Prompt — Set down, word for word, the stretch of lines from the one containing "I am building" to the end of the records below.

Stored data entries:
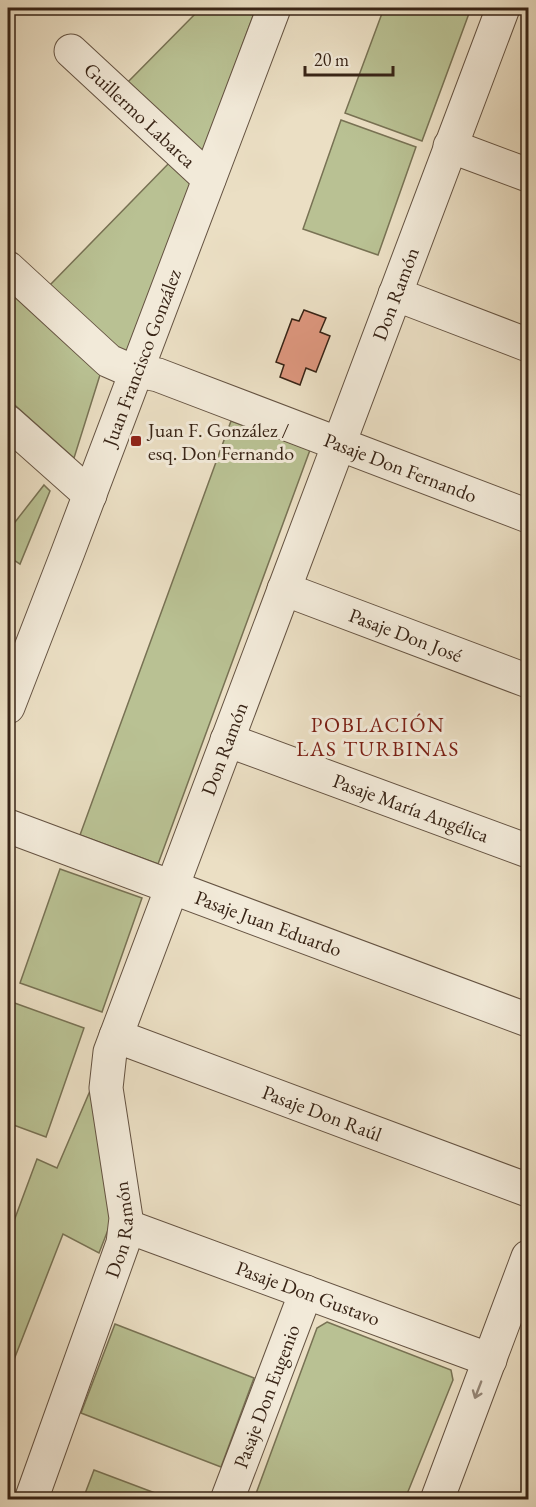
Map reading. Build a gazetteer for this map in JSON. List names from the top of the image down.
{
  "streets": {
    "street": [
      "Guillermo Labarca",
      "Don Ramón",
      "Juan Francisco González",
      "Pasaje Don Fernando",
      "Pasaje Don José",
      "Pasaje María Angélica",
      "Pasaje Juan Eduardo",
      "Pasaje Don Raúl",
      "Pasaje Don Gustavo",
      "Pasaje Don Eugenio"
    ]
  },
  "crossings": [
    ["Guillermo Labarca", "Juan Francisco González"],
    ["Don Ramón", "Pasaje Don Fernando"],
    ["Don Ramón", "Pasaje Don José"],
    ["Don Ramón", "Pasaje María Angélica"],
    ["Don Ramón", "Pasaje Juan Eduardo"],
    ["Don Ramón", "Pasaje Don Raúl"],
    ["Don Ramón", "Pasaje Don Gustavo"],
    ["Juan Francisco González", "Pasaje Don Fernando"],
    ["Pasaje Don Gustavo", "Pasaje Don Eugenio"]
  ],
  "districts": ["POBLACIÓN LAS TURBINAS"],
  "places": {
    "transit": ["Juan F. González / esq. Don Fernando"]
  },
  "scale_bar": "20 m"
}
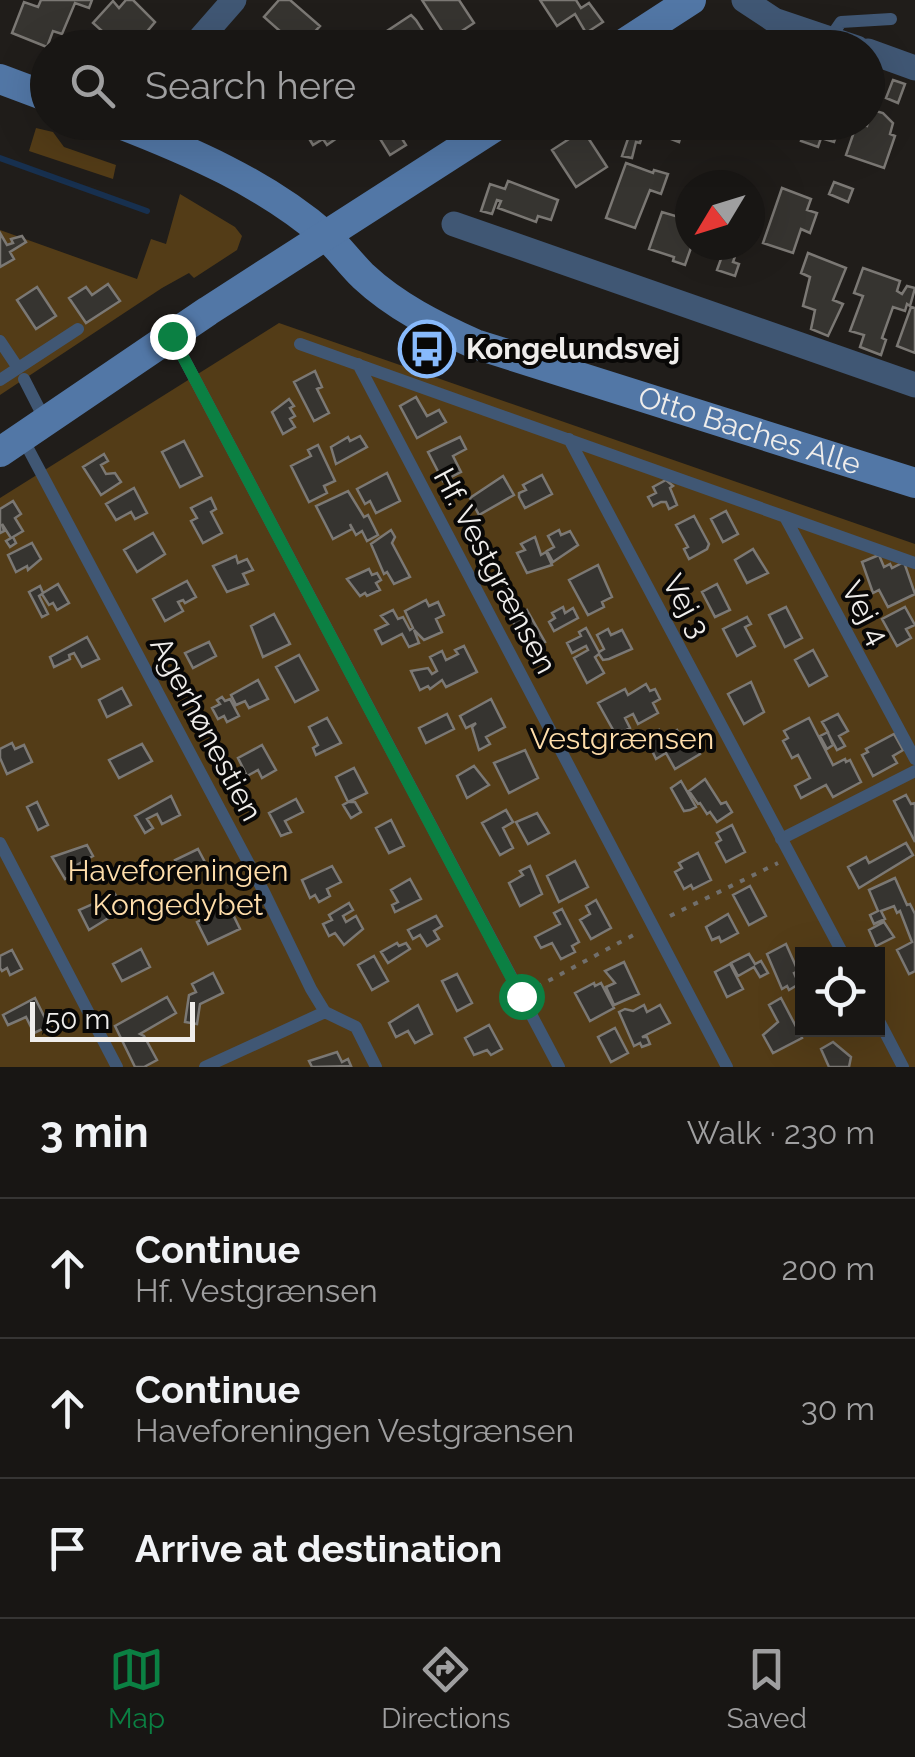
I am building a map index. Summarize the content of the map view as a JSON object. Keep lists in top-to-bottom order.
{
  "streets": {
    "street": ["Otto Baches Alle"],
    "lane": [
      "Hf. Vestgrænsen",
      "Vej 3",
      "Vej 4",
      "Agerhønestien"
    ]
  },
  "parks": ["Vestgrænsen", "Haveforeningen Kongedybet"],
  "places": {
    "bus stop": ["Kongelundsvej"]
  },
  "scale_bar": "50 m",
  "north": "bottom left",
  "page": {
    "search": "Search here",
    "scale": "50 m",
    "heading": ["3 min", "Walk · 230 m"],
    "list": [
      ["Continue", "Hf. Vestgrænsen", "200 m"],
      ["Continue", "Haveforeningen Vestgrænsen", "30 m"],
      "Arrive at destination"
    ],
    "nav": ["Map", "Directions", "Saved"]
  }
}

Task result —
I am building a map index. Summarize the content of the map view as a JSON object. Keep lists in top-to-bottom order.
{
  "streets": {
    "street": ["Otto Baches Alle"],
    "lane": [
      "Hf. Vestgrænsen",
      "Vej 3",
      "Vej 4",
      "Agerhønestien"
    ]
  },
  "parks": ["Vestgrænsen", "Haveforeningen Kongedybet"],
  "places": {
    "bus stop": ["Kongelundsvej"]
  },
  "scale_bar": "50 m",
  "north": "bottom left",
  "page": {
    "search": "Search here",
    "scale": "50 m",
    "heading": ["3 min", "Walk · 230 m"],
    "list": [
      ["Continue", "Hf. Vestgrænsen", "200 m"],
      ["Continue", "Haveforeningen Vestgrænsen", "30 m"],
      "Arrive at destination"
    ],
    "nav": ["Map", "Directions", "Saved"]
  }
}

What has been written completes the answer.